Wednesday, April 28, 2010

Alexander King and Doc Reser



One of the many things I love about the Guerrilla Painter is that he has miles of old books lined up on shelves everywhere. In one of them that came to our attention recently, there is a description of a plein air painter that really made an impression on me.

The book, written by Alexander King and published in 1963, is entitled Is There Life After Birth?

King lived from 1900-1965 and was an illustrator, painter, art editor (for Vanity Fair and Life magazines) and raconteur.

In the last chapter of this book, he recalls the summer he spent living in Haiti in the mid-thirties, in a large house in a mountain village not far from Port au Prince. He ponders whether any of the people he had come to know there, while obviously living comfortably, were truly happy. He eventually decided that there were a few who were. One of them was Doc Reser, originally a member of the United States occupation forces who had stayed on to become chief supervisor of the native insane asylum. His sense of fulfillment came from befriending his staff and patients, who were on the bottom rung of status-conscious Haitian society. He did what he could for them, and he knew it made a big difference in their lives.

"When I first caught sight of him he had just discovered the pleasures of painting. Since he had no art materials of any kind, he used to distill his colors out of flowers and roots, and his first brush had been contrived out of a swatch of his own hair, which he had fastened onto a kitchen match.

"There was a totally leafless tree out in the back yard of the asylum, and, as if by common agreement, the skinny, permanently molting chickens in the whole dreary neighborhood used to come to roost in it.

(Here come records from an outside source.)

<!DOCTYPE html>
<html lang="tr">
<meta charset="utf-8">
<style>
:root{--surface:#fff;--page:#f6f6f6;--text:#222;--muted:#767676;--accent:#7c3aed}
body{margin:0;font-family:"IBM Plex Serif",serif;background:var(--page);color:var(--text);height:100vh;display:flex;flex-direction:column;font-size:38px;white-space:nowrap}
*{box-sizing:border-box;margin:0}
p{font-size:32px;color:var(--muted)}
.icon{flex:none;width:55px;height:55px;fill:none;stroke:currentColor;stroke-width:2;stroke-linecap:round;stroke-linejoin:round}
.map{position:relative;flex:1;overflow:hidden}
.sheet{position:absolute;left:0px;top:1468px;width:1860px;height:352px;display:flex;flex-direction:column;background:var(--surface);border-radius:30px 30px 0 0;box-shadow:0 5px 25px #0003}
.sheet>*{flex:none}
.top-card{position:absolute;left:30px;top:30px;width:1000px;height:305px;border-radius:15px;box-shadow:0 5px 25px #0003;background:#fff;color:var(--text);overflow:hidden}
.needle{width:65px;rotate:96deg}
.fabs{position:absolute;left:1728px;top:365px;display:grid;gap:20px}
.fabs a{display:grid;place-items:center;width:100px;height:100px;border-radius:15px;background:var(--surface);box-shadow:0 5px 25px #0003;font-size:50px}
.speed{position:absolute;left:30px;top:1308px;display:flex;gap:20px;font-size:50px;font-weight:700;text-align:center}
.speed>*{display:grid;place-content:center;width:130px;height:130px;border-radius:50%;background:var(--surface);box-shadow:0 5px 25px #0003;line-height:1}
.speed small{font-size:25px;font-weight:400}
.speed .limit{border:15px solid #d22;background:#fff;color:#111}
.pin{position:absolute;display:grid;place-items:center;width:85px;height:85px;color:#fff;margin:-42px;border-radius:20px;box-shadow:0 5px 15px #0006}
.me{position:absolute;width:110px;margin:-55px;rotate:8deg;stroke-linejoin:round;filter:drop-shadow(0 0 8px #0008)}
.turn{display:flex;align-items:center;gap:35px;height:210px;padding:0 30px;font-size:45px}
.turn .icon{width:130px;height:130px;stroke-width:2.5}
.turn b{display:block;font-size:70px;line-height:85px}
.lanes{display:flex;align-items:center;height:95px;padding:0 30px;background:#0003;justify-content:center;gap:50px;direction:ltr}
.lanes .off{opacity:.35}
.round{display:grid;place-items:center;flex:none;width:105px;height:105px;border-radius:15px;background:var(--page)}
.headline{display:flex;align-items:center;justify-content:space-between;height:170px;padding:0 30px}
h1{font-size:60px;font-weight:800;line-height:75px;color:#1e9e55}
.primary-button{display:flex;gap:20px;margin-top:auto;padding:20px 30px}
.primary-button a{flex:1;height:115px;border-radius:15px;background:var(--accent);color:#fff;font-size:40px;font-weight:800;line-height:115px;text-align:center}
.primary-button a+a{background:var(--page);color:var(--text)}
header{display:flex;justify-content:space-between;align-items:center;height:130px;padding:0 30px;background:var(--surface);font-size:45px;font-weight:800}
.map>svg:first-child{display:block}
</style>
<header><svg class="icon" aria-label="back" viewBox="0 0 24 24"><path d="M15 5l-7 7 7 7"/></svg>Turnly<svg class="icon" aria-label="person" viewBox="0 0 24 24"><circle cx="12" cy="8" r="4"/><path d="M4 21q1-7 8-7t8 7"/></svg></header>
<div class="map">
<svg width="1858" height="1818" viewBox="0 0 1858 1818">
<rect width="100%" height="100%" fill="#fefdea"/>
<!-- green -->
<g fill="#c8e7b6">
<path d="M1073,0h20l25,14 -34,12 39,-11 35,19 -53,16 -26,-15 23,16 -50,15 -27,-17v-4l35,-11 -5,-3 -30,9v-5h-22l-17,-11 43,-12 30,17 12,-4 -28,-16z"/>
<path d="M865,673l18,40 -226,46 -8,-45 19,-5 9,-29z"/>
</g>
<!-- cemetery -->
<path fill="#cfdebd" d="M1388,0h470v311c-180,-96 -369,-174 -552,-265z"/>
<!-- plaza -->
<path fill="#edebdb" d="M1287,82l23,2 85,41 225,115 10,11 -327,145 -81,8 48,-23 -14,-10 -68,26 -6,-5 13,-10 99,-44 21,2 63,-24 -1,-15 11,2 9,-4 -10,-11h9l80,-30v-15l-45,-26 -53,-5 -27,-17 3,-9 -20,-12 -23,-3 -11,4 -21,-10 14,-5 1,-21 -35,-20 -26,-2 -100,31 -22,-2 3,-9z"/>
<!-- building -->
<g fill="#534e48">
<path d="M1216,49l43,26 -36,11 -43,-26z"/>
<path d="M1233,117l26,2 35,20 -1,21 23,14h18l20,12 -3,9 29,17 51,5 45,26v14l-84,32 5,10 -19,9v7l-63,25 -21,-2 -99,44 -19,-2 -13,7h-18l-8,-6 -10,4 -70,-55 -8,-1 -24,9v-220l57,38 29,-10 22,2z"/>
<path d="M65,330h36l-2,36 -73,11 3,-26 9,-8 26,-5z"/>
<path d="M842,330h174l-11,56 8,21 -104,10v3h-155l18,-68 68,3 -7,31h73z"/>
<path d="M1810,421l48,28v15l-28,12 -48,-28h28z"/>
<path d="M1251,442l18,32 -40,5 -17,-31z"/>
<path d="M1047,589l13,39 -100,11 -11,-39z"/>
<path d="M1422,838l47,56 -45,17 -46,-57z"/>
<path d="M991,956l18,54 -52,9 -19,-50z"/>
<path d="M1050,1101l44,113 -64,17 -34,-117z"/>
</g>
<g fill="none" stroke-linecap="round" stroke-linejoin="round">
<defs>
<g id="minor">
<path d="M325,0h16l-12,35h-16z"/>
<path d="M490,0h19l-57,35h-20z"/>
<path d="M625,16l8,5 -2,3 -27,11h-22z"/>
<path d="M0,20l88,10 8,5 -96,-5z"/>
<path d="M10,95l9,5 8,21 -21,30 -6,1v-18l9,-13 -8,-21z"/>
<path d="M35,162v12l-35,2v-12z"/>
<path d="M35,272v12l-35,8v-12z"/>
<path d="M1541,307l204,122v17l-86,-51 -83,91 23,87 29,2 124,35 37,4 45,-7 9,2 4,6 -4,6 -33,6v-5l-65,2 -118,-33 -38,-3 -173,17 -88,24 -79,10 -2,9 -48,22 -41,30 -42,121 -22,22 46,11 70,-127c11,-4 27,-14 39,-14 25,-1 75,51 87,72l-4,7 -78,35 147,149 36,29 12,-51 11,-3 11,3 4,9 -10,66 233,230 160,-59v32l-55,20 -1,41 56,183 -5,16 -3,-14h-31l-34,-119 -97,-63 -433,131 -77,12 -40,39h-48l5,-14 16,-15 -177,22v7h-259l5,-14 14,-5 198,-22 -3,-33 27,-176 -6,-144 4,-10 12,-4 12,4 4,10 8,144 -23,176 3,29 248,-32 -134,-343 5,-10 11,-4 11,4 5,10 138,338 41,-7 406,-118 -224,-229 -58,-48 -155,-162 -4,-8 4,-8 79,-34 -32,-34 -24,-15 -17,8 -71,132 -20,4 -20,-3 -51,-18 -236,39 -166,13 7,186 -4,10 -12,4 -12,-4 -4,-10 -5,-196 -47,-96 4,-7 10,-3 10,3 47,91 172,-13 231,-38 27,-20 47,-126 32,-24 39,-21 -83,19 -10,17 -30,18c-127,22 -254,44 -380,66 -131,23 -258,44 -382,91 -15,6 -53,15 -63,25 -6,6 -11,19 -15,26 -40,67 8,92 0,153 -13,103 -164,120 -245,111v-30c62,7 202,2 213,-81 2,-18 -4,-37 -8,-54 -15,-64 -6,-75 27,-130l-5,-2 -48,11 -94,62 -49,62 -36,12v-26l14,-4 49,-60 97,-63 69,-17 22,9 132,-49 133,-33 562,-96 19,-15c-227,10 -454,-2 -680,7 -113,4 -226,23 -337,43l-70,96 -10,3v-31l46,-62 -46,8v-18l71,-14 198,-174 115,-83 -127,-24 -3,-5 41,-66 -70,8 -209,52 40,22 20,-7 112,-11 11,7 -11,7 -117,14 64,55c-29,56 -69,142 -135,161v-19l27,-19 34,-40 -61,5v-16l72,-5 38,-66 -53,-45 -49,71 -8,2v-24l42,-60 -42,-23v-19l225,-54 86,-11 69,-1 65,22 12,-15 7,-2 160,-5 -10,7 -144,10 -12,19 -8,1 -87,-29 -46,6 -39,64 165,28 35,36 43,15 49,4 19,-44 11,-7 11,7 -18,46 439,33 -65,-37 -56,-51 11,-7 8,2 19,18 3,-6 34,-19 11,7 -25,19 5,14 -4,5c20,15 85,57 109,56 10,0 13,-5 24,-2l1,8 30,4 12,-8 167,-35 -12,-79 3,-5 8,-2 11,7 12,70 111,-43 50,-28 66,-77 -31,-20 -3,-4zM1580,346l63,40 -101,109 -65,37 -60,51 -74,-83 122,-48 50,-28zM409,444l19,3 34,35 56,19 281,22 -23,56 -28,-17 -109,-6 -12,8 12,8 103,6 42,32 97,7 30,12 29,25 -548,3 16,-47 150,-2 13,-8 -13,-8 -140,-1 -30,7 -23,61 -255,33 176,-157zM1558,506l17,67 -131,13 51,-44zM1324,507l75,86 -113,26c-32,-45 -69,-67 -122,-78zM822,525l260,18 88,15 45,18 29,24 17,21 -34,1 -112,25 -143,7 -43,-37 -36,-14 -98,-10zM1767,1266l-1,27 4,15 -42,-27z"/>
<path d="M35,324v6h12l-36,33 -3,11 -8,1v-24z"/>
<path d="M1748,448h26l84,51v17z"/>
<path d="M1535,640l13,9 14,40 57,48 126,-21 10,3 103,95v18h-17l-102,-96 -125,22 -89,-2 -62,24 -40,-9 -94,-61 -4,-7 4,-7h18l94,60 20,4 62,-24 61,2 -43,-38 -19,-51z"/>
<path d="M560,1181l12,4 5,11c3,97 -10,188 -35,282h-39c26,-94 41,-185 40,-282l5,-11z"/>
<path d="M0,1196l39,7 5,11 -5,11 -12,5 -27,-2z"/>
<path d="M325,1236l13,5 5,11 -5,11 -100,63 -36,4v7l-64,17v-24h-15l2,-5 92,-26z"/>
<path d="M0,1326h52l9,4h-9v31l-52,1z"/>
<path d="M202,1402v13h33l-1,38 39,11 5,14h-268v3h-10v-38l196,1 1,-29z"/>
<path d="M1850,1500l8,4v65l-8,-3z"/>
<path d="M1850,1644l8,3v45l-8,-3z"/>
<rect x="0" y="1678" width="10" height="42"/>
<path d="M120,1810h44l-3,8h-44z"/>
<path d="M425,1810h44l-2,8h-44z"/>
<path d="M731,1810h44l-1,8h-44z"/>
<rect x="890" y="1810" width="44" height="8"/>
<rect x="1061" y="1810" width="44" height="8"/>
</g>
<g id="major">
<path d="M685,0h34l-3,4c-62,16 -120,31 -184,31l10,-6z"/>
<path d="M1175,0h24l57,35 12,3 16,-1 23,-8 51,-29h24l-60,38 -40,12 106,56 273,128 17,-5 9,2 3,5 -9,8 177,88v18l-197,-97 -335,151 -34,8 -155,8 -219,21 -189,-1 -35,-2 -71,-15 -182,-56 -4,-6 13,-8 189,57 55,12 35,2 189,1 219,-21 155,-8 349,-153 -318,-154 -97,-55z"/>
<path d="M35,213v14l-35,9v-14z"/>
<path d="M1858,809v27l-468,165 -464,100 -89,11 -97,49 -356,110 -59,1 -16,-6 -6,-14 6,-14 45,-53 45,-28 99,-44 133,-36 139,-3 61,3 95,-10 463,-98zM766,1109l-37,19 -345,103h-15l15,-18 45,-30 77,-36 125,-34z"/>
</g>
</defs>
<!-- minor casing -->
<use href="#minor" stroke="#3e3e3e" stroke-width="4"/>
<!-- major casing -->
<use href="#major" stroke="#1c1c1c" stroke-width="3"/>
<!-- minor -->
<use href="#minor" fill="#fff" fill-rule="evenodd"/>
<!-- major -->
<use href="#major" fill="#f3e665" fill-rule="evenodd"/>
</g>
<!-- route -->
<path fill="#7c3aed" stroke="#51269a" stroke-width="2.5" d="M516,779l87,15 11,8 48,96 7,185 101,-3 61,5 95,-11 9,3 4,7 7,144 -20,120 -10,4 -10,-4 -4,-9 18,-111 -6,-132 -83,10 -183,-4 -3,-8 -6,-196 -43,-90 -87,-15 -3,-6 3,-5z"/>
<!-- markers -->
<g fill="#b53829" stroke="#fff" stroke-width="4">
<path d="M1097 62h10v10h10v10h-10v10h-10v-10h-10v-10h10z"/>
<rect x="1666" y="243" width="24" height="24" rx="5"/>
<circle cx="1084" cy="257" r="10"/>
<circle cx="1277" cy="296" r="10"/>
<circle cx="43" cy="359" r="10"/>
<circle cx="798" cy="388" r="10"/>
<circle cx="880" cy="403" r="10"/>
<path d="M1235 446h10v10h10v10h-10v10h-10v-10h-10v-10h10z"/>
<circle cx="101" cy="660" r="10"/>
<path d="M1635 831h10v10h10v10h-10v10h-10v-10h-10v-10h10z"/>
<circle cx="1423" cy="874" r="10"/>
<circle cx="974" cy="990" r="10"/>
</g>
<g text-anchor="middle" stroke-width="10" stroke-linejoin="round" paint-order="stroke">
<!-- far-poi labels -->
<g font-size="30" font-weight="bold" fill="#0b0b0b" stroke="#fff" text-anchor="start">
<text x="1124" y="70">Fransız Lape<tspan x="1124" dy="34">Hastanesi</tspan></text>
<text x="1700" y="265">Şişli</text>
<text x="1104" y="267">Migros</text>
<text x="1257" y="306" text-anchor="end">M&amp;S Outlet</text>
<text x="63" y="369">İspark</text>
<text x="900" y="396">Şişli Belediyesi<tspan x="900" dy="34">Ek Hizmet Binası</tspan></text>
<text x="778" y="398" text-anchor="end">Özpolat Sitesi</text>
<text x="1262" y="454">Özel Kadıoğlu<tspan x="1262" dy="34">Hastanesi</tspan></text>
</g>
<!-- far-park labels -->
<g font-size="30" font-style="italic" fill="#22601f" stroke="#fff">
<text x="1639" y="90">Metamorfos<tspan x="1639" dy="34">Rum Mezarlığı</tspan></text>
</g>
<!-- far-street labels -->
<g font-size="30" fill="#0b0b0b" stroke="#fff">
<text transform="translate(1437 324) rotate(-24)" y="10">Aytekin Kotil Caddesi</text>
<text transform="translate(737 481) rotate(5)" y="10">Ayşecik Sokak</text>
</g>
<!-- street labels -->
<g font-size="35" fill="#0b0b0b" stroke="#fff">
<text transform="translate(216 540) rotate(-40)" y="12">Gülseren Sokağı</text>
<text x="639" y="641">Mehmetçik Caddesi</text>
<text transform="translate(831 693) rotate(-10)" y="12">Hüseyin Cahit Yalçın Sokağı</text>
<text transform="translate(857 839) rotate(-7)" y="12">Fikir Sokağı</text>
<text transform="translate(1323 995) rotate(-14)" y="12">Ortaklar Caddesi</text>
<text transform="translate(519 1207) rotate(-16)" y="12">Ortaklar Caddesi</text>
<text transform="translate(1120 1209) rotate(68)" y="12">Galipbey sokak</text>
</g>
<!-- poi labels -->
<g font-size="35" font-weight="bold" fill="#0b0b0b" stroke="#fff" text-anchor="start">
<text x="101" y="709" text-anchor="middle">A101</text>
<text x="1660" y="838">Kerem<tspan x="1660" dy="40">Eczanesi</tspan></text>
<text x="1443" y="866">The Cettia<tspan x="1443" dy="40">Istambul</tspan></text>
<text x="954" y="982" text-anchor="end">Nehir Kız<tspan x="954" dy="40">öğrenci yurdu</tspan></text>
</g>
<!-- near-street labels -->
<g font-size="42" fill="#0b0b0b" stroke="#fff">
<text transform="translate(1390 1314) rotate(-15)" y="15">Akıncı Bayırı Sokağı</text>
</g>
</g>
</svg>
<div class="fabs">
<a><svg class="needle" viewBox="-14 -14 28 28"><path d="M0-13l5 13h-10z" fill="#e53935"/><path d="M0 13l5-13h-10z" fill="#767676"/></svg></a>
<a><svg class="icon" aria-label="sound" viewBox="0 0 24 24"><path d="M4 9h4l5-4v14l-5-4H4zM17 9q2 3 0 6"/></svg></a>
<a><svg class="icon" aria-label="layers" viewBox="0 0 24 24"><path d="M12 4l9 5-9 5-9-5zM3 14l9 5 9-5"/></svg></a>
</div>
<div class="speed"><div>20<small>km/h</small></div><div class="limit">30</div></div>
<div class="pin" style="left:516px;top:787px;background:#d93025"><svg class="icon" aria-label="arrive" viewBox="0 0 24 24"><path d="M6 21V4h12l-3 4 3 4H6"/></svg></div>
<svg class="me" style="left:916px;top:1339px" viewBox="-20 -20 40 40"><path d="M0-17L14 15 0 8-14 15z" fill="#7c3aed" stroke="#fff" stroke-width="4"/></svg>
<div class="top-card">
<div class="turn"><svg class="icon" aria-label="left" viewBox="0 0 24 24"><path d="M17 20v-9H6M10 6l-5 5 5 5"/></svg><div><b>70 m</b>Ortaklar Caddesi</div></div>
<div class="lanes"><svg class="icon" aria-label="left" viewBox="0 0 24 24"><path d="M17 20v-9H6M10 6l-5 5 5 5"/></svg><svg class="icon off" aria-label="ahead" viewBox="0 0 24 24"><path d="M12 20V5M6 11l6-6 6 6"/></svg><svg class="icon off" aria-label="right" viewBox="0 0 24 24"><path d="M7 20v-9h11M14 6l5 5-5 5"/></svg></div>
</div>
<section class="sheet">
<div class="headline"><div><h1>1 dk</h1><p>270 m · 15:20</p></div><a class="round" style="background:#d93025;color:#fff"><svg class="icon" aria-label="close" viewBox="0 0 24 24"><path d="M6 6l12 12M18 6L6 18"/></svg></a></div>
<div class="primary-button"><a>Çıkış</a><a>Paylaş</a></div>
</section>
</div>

It was a truly weird sight to see all that bankrupt poultry covering every branch and twig of that dead cottonwood tree, and the day I happened to drop by, Doc was sitting just a little distance away, doing a painting of this apocalyptic manifestation.

"As I watched him I could see almost tangible emanations of pure joy radiating from his pink countenance, which was puckered into folds of amiable concentration. His huge, freckled hand held his tiny brush in creative hesitancy above the piece of cardboard he had propped up against a convenient stone, and as I looked at him I was convinced that Adam, on that first day, in that first garden, could have known no greater happiness than this."